Puisque ce sont les cônes qui nous permettent de capter la couleur, c'est sur eux que nous allons concentrer notre investigation.
Antoine de cônes
Nous autres, pauvres humains, disposons de trois types de cônes. Chaque type est plus sensible à une plage de longueurs d'ondes spécifique. Lorsqu'une onde d'une longueur donnée frappe votre rétine, elle excite (rien de sexuel là dedans) les trois types de cônes dans des proportions différentes. En gros, notre œil ne « voit » que trois couleurs : rouge, vert et bleu, mais en combinant ces informations, notre cerveau est capable de reconstituer l'immense palette de teintes auxquelles nous sommes habitués.

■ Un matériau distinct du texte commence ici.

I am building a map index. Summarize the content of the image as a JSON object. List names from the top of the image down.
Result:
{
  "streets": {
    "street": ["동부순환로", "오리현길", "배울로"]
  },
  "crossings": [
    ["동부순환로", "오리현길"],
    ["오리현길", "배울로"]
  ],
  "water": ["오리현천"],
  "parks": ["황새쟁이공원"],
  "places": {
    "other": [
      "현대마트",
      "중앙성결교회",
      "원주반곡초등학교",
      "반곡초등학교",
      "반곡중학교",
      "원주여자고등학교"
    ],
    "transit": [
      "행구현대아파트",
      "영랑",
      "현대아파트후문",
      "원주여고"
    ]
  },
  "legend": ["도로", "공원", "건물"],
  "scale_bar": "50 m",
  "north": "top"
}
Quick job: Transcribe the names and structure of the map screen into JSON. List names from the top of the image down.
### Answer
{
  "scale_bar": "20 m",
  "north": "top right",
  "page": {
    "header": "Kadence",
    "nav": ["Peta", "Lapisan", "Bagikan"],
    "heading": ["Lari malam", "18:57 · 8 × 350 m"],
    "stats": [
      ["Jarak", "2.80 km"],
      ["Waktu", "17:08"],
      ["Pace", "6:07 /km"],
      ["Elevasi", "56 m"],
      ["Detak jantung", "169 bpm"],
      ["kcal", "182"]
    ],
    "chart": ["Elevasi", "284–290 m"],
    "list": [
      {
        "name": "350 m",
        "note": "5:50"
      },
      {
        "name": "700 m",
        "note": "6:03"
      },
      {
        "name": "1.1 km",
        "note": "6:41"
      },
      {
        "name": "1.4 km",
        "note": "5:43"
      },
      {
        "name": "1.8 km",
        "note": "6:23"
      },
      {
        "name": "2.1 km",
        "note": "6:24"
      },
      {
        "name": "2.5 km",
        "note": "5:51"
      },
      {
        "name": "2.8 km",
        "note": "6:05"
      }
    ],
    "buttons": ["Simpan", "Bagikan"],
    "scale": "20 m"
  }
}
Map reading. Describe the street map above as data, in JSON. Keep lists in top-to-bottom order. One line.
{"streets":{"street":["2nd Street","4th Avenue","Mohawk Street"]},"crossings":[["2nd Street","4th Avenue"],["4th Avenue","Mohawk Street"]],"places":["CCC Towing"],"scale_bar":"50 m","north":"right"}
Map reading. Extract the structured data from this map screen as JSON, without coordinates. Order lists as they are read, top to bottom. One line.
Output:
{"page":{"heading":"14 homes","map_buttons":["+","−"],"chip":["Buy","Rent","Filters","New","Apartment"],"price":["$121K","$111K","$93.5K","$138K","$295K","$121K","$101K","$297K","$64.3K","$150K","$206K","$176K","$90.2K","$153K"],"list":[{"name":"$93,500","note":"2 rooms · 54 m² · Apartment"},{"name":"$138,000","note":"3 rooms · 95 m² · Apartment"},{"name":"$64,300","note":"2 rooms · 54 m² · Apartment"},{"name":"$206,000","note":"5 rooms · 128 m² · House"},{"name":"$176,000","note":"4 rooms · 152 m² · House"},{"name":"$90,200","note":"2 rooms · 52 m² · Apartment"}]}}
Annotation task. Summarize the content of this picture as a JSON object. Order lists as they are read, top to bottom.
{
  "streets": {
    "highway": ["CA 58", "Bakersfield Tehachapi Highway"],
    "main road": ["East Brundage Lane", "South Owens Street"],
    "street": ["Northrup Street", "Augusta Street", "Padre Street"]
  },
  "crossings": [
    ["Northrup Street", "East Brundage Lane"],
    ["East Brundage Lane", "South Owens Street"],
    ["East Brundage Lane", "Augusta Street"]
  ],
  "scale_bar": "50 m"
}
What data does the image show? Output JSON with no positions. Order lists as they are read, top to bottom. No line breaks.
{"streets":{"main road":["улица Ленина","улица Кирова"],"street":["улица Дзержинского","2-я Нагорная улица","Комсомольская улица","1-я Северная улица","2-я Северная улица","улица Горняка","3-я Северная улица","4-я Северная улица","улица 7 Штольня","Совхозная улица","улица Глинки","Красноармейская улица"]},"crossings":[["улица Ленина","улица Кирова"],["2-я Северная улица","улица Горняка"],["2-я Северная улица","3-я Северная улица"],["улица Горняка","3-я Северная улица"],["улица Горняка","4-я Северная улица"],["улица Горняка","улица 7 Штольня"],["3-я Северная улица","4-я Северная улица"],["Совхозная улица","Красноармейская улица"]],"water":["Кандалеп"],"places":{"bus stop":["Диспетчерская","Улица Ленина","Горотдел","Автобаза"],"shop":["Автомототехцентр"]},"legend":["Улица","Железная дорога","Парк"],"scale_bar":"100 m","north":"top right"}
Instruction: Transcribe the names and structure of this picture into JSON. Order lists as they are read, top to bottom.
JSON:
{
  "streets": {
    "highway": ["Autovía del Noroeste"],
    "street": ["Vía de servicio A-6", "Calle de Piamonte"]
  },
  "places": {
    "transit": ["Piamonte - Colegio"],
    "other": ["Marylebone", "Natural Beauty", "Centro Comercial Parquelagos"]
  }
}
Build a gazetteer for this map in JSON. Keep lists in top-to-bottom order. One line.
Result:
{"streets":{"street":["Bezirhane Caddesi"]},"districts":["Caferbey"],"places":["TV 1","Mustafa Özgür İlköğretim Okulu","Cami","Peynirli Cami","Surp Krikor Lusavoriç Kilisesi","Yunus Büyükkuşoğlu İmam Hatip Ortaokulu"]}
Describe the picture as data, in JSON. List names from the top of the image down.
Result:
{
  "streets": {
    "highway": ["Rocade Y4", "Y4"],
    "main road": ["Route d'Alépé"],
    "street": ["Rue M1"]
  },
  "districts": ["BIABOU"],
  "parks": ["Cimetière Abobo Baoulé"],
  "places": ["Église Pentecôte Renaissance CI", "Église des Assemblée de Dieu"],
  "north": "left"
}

On estime grossièrement que l'on peut en moyenne discerner une centaine de nuances distinctes pour un type de cône donnée, c'est à dire qu'on peut distinguer une centaine de nuances de bleu, de rouge et de vert.
Par conséquent, le cerveau peut faire la distinction entre 100 * 100 * 100 = 1 million de couleurs différentes. Balaise, non ?
Voici les couleurs qui correspondent aux longueurs d'ondes perceptibles par notre œil.
Ne faites pas trop les fanfarons. Sachez que les pigeons ou les papillons disposent de 5 types de cônes différents. Ils peuvent donc en théorie faire la distinction entre 10 billion de couleurs distinctes. C'est un peu comme s'ils étaient naturellement sous LSD, ce qui explique peut-être l'attitude un peu hallucinée de ces sympathiques volatiles.
Enfin, inclinons nous tous devant la crevette-mante paon, qui dispose quand à elle de 16 p#!ain de types de cônes différents ! Sa vision des couleurs est tout bonnement pour nous inconcevable, c'est comme si elle voyait le monde en mauvais HDR, ce qui explique sans doute pourquoi elle est toujours de mauvaise humeur. Si on ajoute à ça le fait qu'elle dispose de deux pénis, on se rend compte que la crevette-mante est probablement la véritable espèce dominante sur Terre.
Et la psychologie dans tout ça ?
Voilà pour la partie physiologique. Mais attendez, ce n'est pas tout à fait tout. J'ai également mentionné un aspect psychologique. Parce que notre cerveau, une fois en possession de l'information brute, va appliquer une interprétation bien à lui, ce qui peut donner lieu à de nombreuses illusions amusantes.
L'induction chromatique
Une couleur sera perçue différemment en fonction des couleurs qui l'entourent. C'est un phénomène poétiquement appelé l'induction chromatique.
Lorsque deux couleurs sont placées côte à côte, notre cerveau tend à maximiser leurs différences pour nous aider à mieux percevoir le contraste. C'est un phénomène très bien mis en avant par les images suivantes.
Les œuvres du peintre Carlos Cruz-Diez illustrent également très bien le phénomène.
L'adaptation chromatique
Notre cerveau a également tendance à évaluer les couleurs dans le contexte de l'environnement.
Ainsi, des couleurs paraîtront plus claires si elles sont perçues dans un environnement obscur. La meilleure démonstration de cet effet est l'échiquier d'Adelson.
Un même objet, sous un éclairage différent, réfléchira objectivement des couleurs différentes. Notre cerveau compense toutefois ces différences et notre perception de la couleur reste identique. C'est que qui permet de jouer sur la balance des blancs pour donner une ambiance différente à une photographie, sans pour autant modifier la perception des couleurs.
Pour finir
Ouf ! J'espère vous avoir convaincu que la couleur est quelque chose d'assez complexe, et que grâce à ce modeste billet vous aurez pu voir… la lumière.